### Activity
Wherever a line below holds the word "Rivet", copy that line.
*** Exercise input
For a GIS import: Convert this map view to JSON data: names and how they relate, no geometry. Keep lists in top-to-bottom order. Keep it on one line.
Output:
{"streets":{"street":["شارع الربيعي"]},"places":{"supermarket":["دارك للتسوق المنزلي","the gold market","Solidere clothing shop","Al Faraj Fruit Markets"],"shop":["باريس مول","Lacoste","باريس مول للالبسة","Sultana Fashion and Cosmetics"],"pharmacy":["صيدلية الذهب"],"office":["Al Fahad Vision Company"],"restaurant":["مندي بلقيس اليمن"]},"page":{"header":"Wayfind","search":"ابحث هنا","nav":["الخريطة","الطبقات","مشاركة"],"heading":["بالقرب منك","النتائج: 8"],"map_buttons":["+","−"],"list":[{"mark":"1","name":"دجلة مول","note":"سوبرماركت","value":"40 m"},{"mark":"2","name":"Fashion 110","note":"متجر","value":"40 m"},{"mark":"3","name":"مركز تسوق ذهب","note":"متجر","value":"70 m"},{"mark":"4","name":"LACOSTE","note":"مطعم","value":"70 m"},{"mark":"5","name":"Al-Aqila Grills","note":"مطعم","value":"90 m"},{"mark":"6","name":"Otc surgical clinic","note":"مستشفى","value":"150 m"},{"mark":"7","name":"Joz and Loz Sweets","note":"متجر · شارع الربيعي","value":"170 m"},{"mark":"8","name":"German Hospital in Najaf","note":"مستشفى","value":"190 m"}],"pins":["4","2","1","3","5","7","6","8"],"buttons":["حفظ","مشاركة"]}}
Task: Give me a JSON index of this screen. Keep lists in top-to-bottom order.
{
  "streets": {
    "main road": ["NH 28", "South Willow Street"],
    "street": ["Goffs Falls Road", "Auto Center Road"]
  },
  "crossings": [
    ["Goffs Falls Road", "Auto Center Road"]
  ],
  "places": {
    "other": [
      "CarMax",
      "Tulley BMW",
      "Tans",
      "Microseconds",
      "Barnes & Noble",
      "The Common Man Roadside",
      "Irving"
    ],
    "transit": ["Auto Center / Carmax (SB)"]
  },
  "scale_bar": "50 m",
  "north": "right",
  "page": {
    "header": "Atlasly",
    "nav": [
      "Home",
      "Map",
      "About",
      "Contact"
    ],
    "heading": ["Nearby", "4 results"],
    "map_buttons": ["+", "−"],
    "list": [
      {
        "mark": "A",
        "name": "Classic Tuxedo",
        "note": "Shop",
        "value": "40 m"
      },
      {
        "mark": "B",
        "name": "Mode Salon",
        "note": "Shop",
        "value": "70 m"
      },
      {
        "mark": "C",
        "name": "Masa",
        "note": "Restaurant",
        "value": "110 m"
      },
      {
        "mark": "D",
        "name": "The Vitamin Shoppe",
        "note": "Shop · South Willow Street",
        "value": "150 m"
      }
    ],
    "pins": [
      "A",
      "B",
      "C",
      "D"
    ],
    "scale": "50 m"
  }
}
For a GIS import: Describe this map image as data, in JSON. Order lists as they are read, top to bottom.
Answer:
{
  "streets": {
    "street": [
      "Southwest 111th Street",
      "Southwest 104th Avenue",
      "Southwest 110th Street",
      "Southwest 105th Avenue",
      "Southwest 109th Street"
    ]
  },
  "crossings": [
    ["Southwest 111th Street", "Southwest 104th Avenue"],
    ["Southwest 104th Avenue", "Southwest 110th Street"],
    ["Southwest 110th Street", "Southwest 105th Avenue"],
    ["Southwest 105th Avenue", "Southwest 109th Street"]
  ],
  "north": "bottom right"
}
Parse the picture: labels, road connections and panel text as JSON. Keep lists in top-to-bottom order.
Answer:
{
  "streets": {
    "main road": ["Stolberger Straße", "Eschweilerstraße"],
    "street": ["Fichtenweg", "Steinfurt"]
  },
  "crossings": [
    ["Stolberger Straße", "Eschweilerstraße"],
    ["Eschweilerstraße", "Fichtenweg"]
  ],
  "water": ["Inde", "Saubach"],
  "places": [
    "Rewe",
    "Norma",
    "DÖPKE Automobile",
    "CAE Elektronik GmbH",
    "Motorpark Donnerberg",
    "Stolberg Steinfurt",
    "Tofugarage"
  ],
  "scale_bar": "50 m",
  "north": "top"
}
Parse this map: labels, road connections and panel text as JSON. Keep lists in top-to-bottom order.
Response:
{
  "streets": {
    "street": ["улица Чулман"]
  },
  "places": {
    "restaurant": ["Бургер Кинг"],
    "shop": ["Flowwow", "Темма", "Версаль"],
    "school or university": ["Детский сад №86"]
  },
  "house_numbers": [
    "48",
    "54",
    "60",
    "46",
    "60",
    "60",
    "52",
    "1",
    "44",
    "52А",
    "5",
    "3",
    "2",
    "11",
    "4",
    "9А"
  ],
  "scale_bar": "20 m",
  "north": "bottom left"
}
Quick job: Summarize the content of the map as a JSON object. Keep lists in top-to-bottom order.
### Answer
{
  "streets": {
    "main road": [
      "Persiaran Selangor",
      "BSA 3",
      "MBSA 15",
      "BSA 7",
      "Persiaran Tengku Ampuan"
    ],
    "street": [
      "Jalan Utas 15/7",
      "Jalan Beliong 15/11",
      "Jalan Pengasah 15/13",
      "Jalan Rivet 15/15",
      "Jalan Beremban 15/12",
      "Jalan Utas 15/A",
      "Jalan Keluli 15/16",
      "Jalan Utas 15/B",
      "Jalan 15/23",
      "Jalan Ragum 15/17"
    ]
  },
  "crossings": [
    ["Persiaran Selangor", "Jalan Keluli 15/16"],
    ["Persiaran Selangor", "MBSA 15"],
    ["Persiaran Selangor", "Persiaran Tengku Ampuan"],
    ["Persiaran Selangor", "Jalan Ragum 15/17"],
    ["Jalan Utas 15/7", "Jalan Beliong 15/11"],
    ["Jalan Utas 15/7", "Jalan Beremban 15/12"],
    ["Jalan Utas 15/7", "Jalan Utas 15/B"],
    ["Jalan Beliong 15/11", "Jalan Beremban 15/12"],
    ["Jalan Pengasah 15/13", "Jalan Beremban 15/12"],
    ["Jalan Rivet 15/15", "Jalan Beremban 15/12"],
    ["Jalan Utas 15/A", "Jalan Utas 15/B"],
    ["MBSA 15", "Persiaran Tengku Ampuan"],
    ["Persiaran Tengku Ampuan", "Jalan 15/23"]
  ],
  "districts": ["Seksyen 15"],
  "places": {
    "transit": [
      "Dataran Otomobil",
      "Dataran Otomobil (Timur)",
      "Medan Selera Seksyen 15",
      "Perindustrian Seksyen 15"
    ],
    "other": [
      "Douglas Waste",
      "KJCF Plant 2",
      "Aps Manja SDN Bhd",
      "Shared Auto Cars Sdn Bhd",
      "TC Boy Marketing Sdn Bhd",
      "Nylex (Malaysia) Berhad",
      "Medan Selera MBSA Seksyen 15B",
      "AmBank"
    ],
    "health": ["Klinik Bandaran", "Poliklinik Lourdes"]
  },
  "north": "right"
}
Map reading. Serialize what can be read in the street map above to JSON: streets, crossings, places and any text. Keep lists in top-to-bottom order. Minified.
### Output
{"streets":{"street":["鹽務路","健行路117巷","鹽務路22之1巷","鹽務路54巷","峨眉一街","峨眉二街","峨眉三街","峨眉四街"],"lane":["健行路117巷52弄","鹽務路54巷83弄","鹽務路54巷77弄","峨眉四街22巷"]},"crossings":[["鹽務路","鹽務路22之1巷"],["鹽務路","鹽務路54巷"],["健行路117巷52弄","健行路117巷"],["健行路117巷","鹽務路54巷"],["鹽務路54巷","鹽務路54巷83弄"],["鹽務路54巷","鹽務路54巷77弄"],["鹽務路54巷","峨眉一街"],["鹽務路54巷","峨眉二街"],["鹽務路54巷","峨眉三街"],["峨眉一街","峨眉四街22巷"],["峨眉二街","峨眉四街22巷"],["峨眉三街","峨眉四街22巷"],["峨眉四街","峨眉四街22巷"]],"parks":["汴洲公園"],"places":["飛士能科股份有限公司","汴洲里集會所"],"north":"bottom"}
******
### Response below
      "Jalan Rivet 15/15",
    ["Jalan Rivet 15/15", "Jalan Beremban 15/12"],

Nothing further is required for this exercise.